WHAT THE TASK REQUIRES
Your answer must be the records below, repeated exactly, with every picture left out.

Saved data entries
▼▼▼

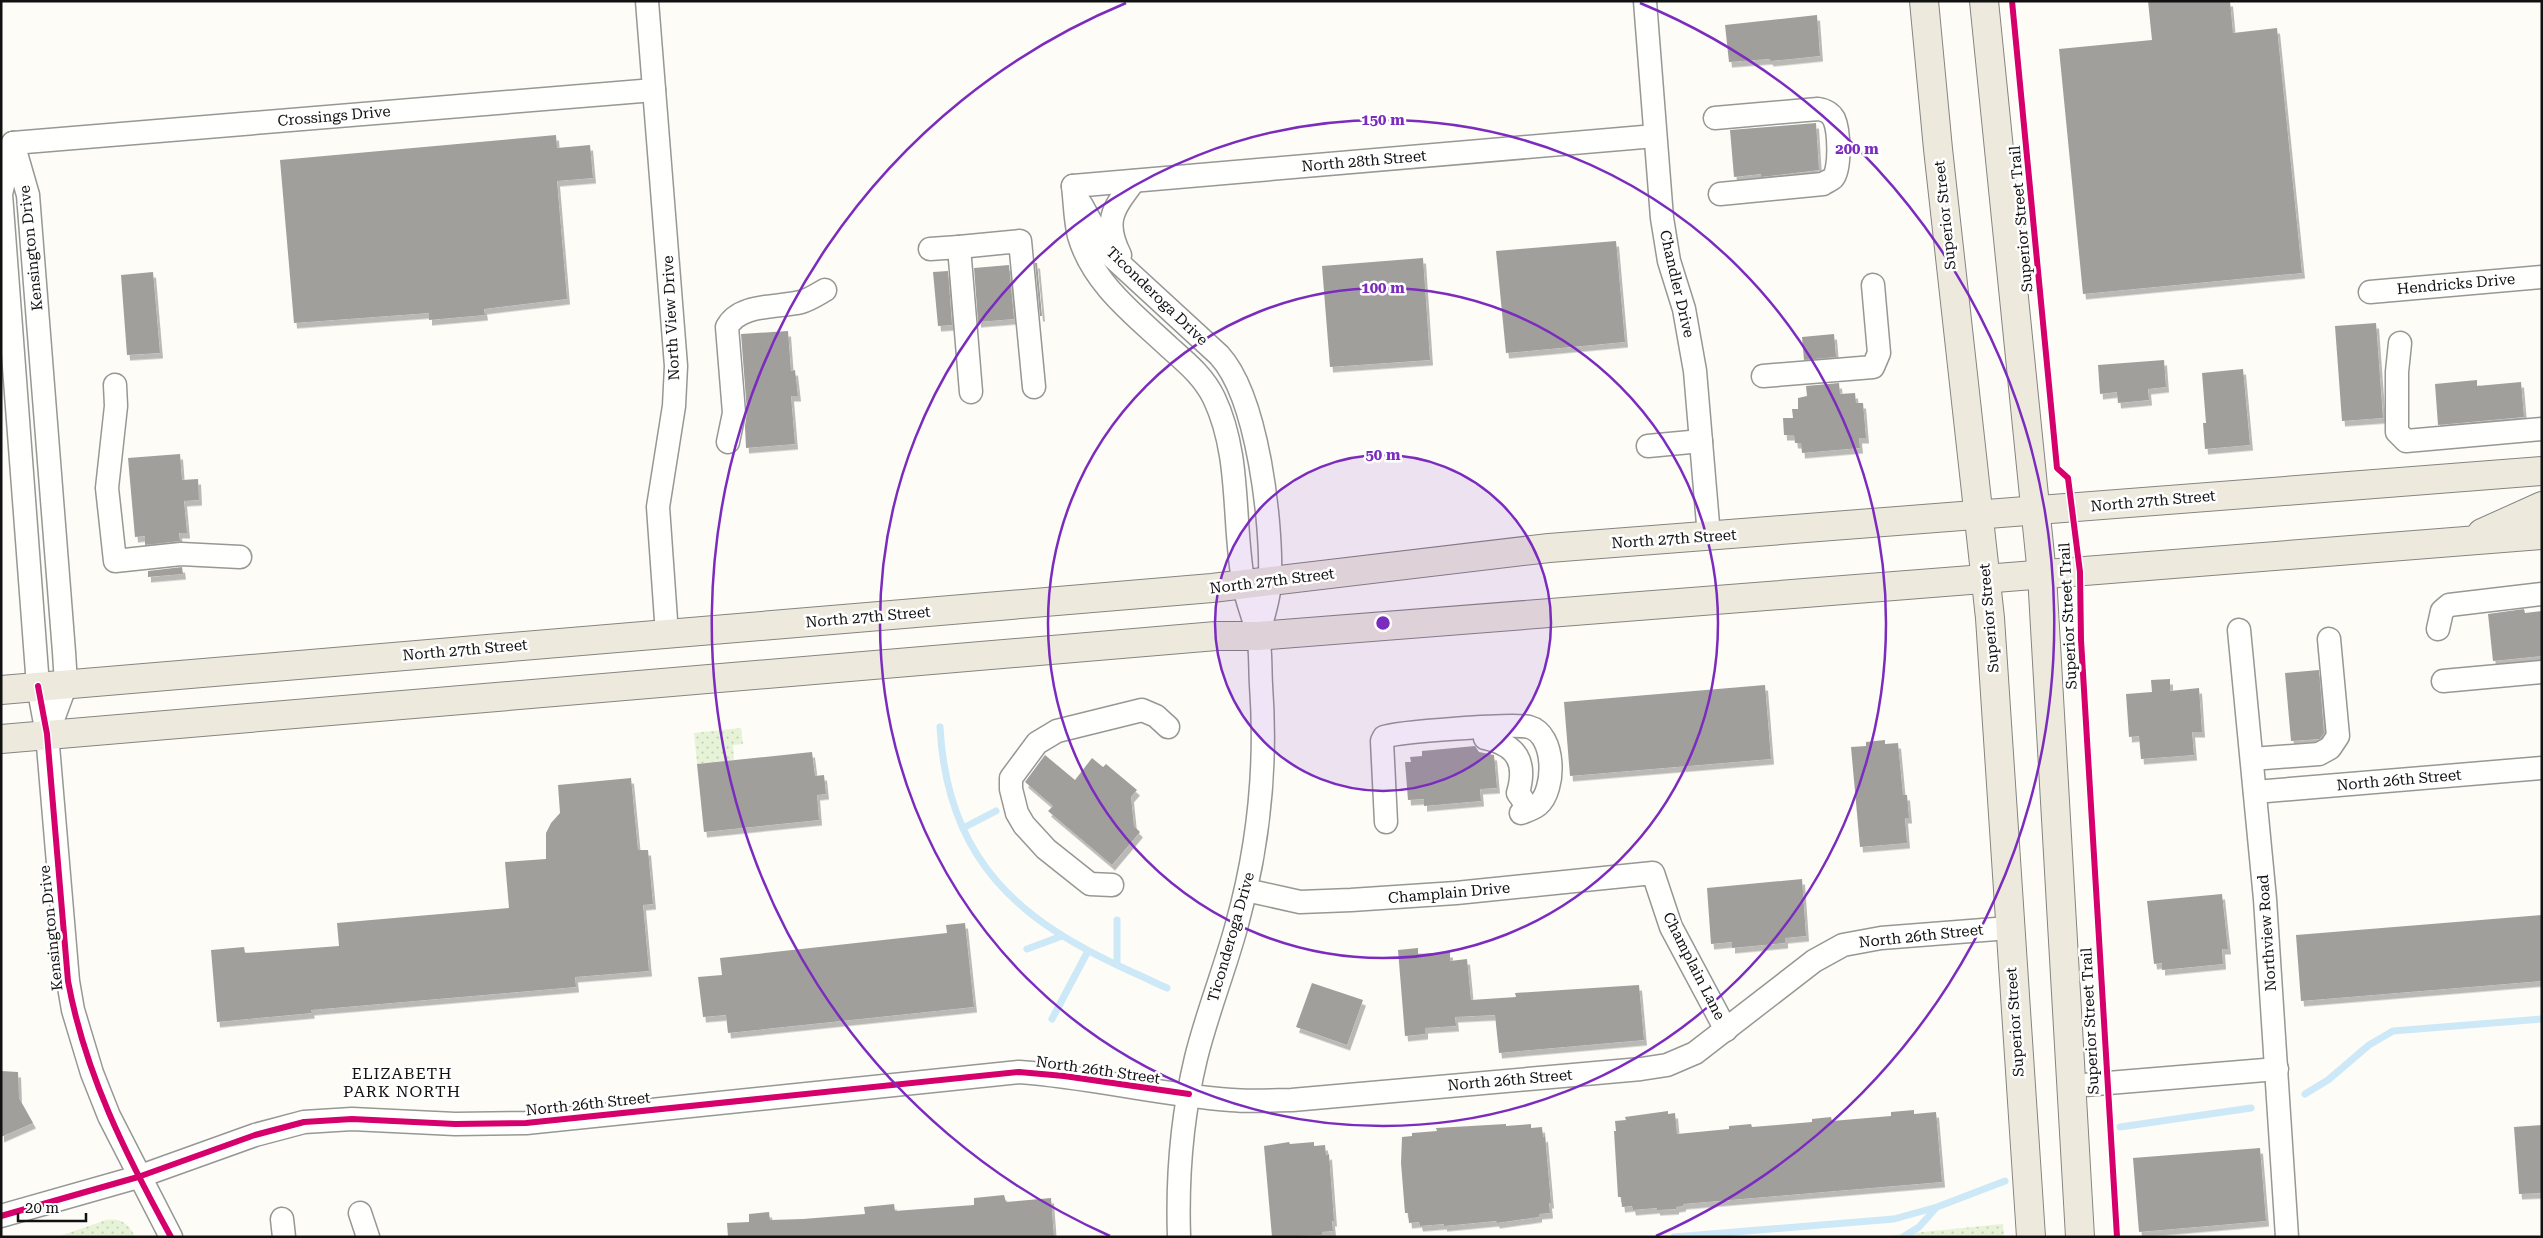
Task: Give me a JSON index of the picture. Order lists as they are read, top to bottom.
{
  "streets": {
    "main road": ["Superior Street", "North 27th Street"],
    "street": [
      "Crossings Drive",
      "North 28th Street",
      "Kensington Drive",
      "Chandler Drive",
      "Hendricks Drive",
      "Ticonderoga Drive",
      "North View Drive",
      "North 26th Street",
      "Champlain Drive",
      "Northview Road",
      "Champlain Lane"
    ],
    "cycle path": ["Superior Street Trail"]
  },
  "crossings": [
    ["Crossings Drive", "Kensington Drive"],
    ["Crossings Drive", "North View Drive"],
    ["North 28th Street", "Chandler Drive"],
    ["North 28th Street", "Ticonderoga Drive"],
    ["Superior Street", "North 27th Street"],
    ["Superior Street", "North 26th Street"],
    ["Kensington Drive", "North 27th Street"],
    ["Kensington Drive", "North 26th Street"],
    ["Chandler Drive", "North 27th Street"],
    ["Ticonderoga Drive", "North 27th Street"],
    ["Ticonderoga Drive", "North 26th Street"],
    ["Ticonderoga Drive", "Champlain Drive"],
    ["North View Drive", "North 27th Street"],
    ["North 26th Street", "Northview Road"],
    ["North 26th Street", "Champlain Lane"],
    ["Champlain Drive", "Champlain Lane"]
  ],
  "districts": ["ELIZABETH PARK NORTH"],
  "scale_bar": "20 m",
  "rings": [
    "150 m",
    "200 m",
    "100 m",
    "50 m"
  ]
}
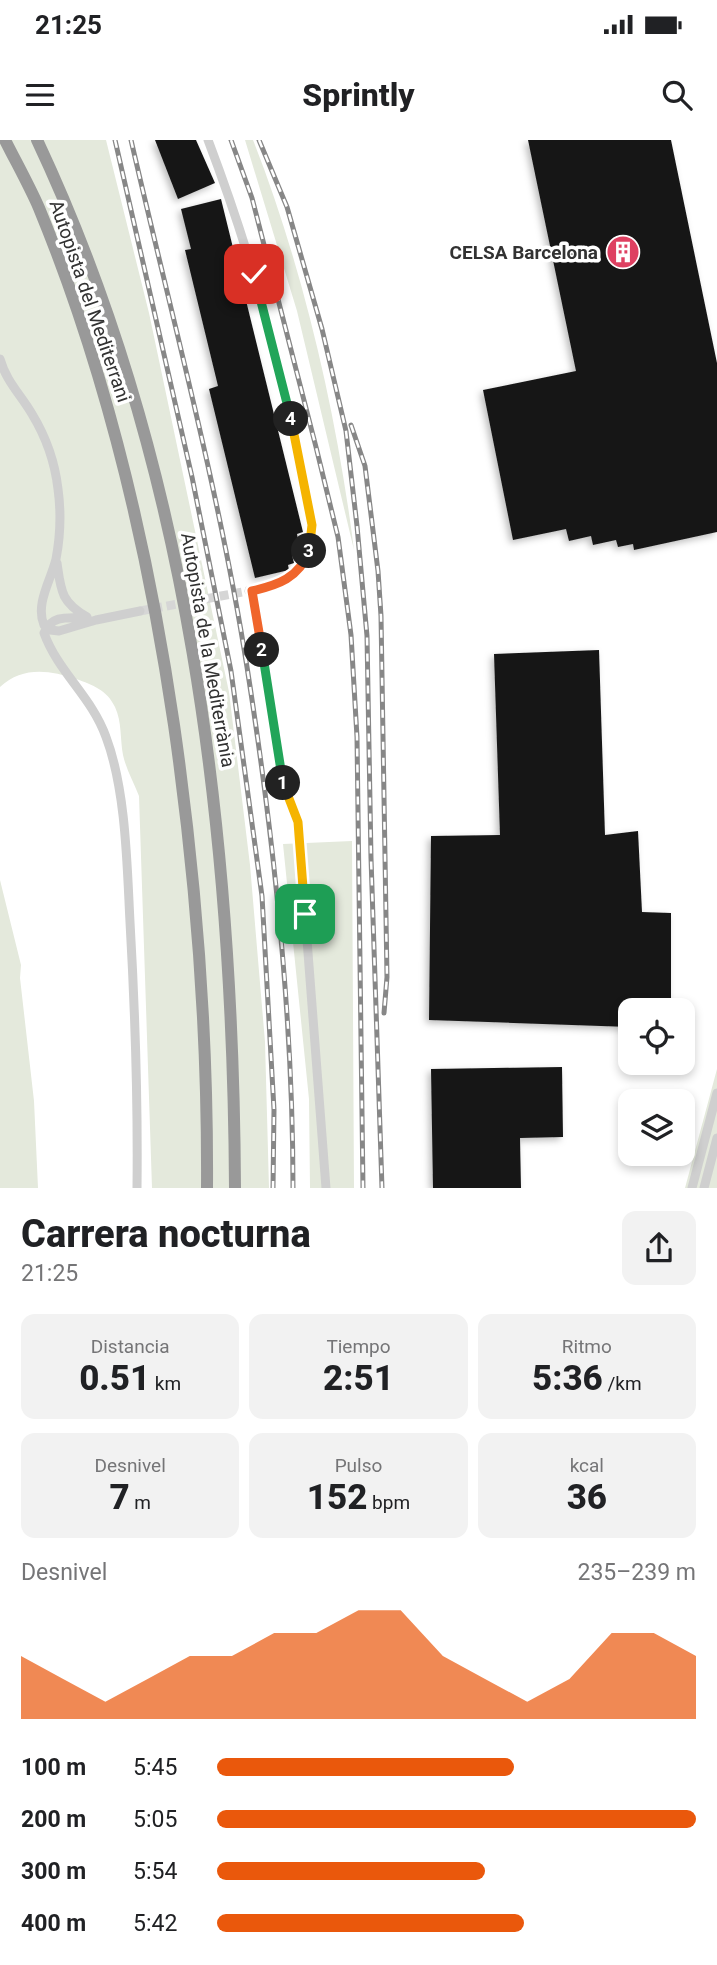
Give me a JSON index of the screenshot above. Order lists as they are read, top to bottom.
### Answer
{
  "streets": {
    "highway": ["Autopista del Mediterrani", "Autopista de la Mediterrània"]
  },
  "places": {
    "building": ["CELSA Barcelona"]
  },
  "page": {
    "status": "21:25",
    "header": "Sprintly",
    "pins": [
      "4",
      "3",
      "2",
      "1"
    ],
    "heading": ["Carrera nocturna", "21:25"],
    "stats": [
      ["Distancia", "0.51 km"],
      ["Tiempo", "2:51"],
      ["Ritmo", "5:36 /km"],
      ["Desnivel", "7 m"],
      ["Pulso", "152 bpm"],
      ["kcal", "36"]
    ],
    "chart": ["Desnivel", "235–239 m"],
    "list": [
      {
        "name": "100 m",
        "note": "5:45"
      },
      {
        "name": "200 m",
        "note": "5:05"
      },
      {
        "name": "300 m",
        "note": "5:54"
      },
      {
        "name": "400 m",
        "note": "5:42"
      }
    ]
  }
}
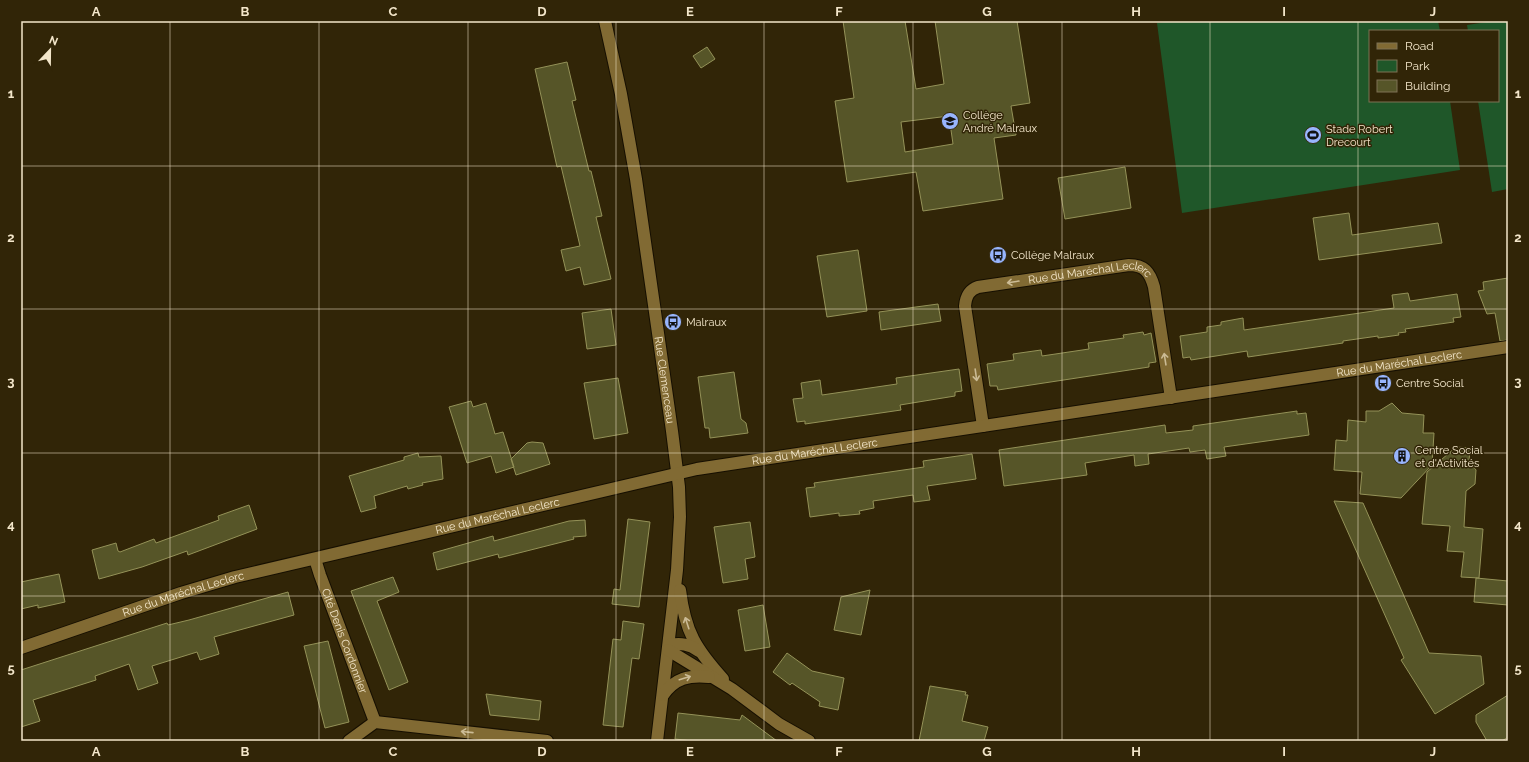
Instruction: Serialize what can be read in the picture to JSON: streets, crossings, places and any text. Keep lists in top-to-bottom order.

▲▲▲

OUTPUT FOR THIS TASK
Task: Give me a JSON index of the picture. Order lists as they are read, top to bottom.
{
  "streets": {
    "main road": ["Superior Street", "North 27th Street"],
    "street": [
      "Crossings Drive",
      "North 28th Street",
      "Kensington Drive",
      "Chandler Drive",
      "Hendricks Drive",
      "Ticonderoga Drive",
      "North View Drive",
      "North 26th Street",
      "Champlain Drive",
      "Northview Road",
      "Champlain Lane"
    ],
    "cycle path": ["Superior Street Trail"]
  },
  "crossings": [
    ["Crossings Drive", "Kensington Drive"],
    ["Crossings Drive", "North View Drive"],
    ["North 28th Street", "Chandler Drive"],
    ["North 28th Street", "Ticonderoga Drive"],
    ["Superior Street", "North 27th Street"],
    ["Superior Street", "North 26th Street"],
    ["Kensington Drive", "North 27th Street"],
    ["Kensington Drive", "North 26th Street"],
    ["Chandler Drive", "North 27th Street"],
    ["Ticonderoga Drive", "North 27th Street"],
    ["Ticonderoga Drive", "North 26th Street"],
    ["Ticonderoga Drive", "Champlain Drive"],
    ["North View Drive", "North 27th Street"],
    ["North 26th Street", "Northview Road"],
    ["North 26th Street", "Champlain Lane"],
    ["Champlain Drive", "Champlain Lane"]
  ],
  "districts": ["ELIZABETH PARK NORTH"],
  "scale_bar": "20 m",
  "rings": [
    "150 m",
    "200 m",
    "100 m",
    "50 m"
  ]
}
Give me a JSON index of the screenshot above. Order lists as they are read, top to bottom.
### Answer
{
  "streets": {
    "highway": ["Autopista del Mediterrani", "Autopista de la Mediterrània"]
  },
  "places": {
    "building": ["CELSA Barcelona"]
  },
  "page": {
    "status": "21:25",
    "header": "Sprintly",
    "pins": [
      "4",
      "3",
      "2",
      "1"
    ],
    "heading": ["Carrera nocturna", "21:25"],
    "stats": [
      ["Distancia", "0.51 km"],
      ["Tiempo", "2:51"],
      ["Ritmo", "5:36 /km"],
      ["Desnivel", "7 m"],
      ["Pulso", "152 bpm"],
      ["kcal", "36"]
    ],
    "chart": ["Desnivel", "235–239 m"],
    "list": [
      {
        "name": "100 m",
        "note": "5:45"
      },
      {
        "name": "200 m",
        "note": "5:05"
      },
      {
        "name": "300 m",
        "note": "5:54"
      },
      {
        "name": "400 m",
        "note": "5:42"
      }
    ]
  }
}
Instruction: Serialize what can be read in the picture to JSON: streets, crossings, places and any text. Keep lists in top-to-bottom order.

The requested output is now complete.